3. FIND THE PERFECT FIT IN WOMEN’S STYLES
Style goes beyond just appearance. It also has to do with the fit and feel of an apparel piece. If a T-shirt or blazer doesn’t fit correctly—if it’s oversized or too tight—it won’t matter how nice it looks. People just won’t wear it. And with so many body types and personal preferences, fit remains a huge challenge.
“Fit is still the biggest hurdle when selling women’s apparel,” said Routzahn. “Size is a number, but fit is very personal. You can have three women with the same overall body dimensions, and their size selection may be different based on personal fit preferences. Sampling for trying-on purposes is always a good idea whenever possible!”
Jennifer Oleksik, design and merchandising manager for LAT Apparel, Ball Ground, Ga., agreed that fit is a high priority, and advised stressing that to clients.
“The apparel industry has evolved, and now, more than ever, a great-fitting women’s garment is important,” she said. “The best advice I can give to a distributor is to educate your customers on the importance of providing product that women want to wear and will feel comfortable wearing. Fit and fabric are going to make a woman feel confident in her clothing, and by providing styles that are specific to women, you are satisfying that need.”
– From August 2019’s “Fashionably Great”
1.TURN TO RETAIL FOR INSPIRATION
For Jeff Wright, senior apparel designer for Storm Creek, Hastings, Minn., the most obvious reflection of retail influence is the way technical features and styles once reserved for outdoor activities are making their way to everyday wear. For example, he sees lightweight, packable jackets and vests replacing sweaters and being worn as part of a layering system. “Items like this offer terrific warmth without weight,” he said.

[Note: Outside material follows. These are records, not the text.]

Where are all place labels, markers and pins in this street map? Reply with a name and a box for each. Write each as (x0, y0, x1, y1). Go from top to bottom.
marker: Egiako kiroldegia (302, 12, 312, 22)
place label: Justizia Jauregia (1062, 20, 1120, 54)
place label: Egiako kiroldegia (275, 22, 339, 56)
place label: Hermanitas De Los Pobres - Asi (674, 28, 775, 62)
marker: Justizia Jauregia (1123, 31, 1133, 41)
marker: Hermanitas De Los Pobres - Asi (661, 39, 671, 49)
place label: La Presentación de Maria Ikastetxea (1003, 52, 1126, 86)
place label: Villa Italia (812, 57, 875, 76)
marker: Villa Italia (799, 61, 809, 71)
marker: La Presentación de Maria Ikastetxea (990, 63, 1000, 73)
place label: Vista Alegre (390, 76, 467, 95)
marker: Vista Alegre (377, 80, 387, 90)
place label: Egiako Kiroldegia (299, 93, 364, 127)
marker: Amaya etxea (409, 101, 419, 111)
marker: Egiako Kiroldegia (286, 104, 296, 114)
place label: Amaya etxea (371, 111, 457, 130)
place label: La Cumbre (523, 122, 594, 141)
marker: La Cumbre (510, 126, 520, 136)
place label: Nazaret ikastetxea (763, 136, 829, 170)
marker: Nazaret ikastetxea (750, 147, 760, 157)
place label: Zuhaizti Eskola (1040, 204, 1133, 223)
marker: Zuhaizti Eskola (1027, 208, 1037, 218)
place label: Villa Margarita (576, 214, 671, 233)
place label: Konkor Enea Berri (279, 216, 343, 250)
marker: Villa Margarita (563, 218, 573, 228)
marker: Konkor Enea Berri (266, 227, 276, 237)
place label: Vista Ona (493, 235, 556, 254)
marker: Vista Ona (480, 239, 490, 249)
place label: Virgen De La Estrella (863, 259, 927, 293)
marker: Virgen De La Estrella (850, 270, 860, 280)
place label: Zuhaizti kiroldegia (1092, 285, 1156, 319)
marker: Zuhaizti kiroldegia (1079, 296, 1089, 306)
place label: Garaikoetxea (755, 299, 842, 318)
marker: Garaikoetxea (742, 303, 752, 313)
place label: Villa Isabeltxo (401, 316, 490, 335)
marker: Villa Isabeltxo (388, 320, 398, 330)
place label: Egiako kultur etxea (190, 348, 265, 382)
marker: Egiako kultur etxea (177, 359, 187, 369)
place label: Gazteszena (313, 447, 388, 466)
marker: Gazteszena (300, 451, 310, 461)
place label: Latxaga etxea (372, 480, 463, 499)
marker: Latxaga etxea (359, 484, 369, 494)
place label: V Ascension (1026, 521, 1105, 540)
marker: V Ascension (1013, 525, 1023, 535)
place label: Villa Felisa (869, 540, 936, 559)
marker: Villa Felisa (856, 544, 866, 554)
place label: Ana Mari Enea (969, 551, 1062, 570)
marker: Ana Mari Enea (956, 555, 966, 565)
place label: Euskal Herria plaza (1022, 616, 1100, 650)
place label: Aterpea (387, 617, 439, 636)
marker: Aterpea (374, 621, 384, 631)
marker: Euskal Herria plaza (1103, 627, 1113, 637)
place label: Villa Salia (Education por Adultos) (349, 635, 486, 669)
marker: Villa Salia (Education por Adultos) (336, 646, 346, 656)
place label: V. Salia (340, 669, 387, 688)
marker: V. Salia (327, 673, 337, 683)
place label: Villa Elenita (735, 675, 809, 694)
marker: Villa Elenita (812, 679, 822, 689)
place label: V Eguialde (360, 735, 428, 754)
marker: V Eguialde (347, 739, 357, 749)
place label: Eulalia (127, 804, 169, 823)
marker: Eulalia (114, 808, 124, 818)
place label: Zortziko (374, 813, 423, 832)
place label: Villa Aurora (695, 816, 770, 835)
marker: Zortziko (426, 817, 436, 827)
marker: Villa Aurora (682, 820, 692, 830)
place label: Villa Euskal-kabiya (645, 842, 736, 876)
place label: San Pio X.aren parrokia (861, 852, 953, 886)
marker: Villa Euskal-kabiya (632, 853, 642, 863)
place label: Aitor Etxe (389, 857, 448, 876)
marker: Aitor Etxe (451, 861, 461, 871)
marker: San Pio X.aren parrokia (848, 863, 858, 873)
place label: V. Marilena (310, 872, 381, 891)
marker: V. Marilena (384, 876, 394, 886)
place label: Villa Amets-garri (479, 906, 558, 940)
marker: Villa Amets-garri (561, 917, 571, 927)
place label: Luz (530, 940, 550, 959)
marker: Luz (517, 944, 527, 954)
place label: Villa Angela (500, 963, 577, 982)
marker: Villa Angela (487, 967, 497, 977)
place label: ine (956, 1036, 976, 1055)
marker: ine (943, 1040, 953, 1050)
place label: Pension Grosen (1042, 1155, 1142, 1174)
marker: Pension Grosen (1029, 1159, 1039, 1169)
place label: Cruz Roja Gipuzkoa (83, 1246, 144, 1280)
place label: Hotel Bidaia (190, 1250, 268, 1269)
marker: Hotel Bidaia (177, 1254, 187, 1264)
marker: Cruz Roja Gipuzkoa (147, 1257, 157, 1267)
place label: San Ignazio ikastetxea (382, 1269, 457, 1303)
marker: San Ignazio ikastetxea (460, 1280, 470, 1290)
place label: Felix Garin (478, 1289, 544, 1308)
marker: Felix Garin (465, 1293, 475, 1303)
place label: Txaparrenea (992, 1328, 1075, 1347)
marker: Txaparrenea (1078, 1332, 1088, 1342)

“We continue to see technical and lifestyle designs getting blurred together, giving apparel an added twist,” he added. “Technical fibers find their way into fabric constructions that typically would be made with natural fibers. Then, those fabrics are styled in outdoor/active silhouettes and details. Conversely, active/technical fabrics find their way into traditional sportswear silhouettes, such as four-way stretch polyester woven button-front shirts. Workwear and military-inspired designs continue to influence the marketplace as well.”
– From April 2019’s “The Style Guide”
2. THINK BEYOND COLD-WEATHER DRESSING
Soft, lightweight fabrics, such as triblends and polyester, remain popular in everyday wear. That’s no surprise, but what may be is the emergence of fleece as a casual apparel staple, with high fashion driving most of the shift.
“Fleece is no longer just for layering or cold-weather dressing,” said Summer Barry, creative and marketing director for Bella+Canvas, Los Angeles. “We are seeing fleece on the runways as statement pieces. Fleece is fashion, and our industry is seeing more and more customers requesting fleece over basic jersey.”
– From April 2019’s “The Style Guide”
3. BRUSH UP ON DECORATION METHODS
Aside from style trends, it also helps to know what type of decoration is popular and how to decide on the proper process.
“From a merchandising and design standpoint, when selling outerwear and jackets, making sure appropriate decoration methods and placements are used [is important],” said Breanna Woicekowski, merchandiser for Vantage Apparel, Avenel, N.J. “[An example would be] not showing decoration in placements that could be restrictive like over pockets or near zippers.”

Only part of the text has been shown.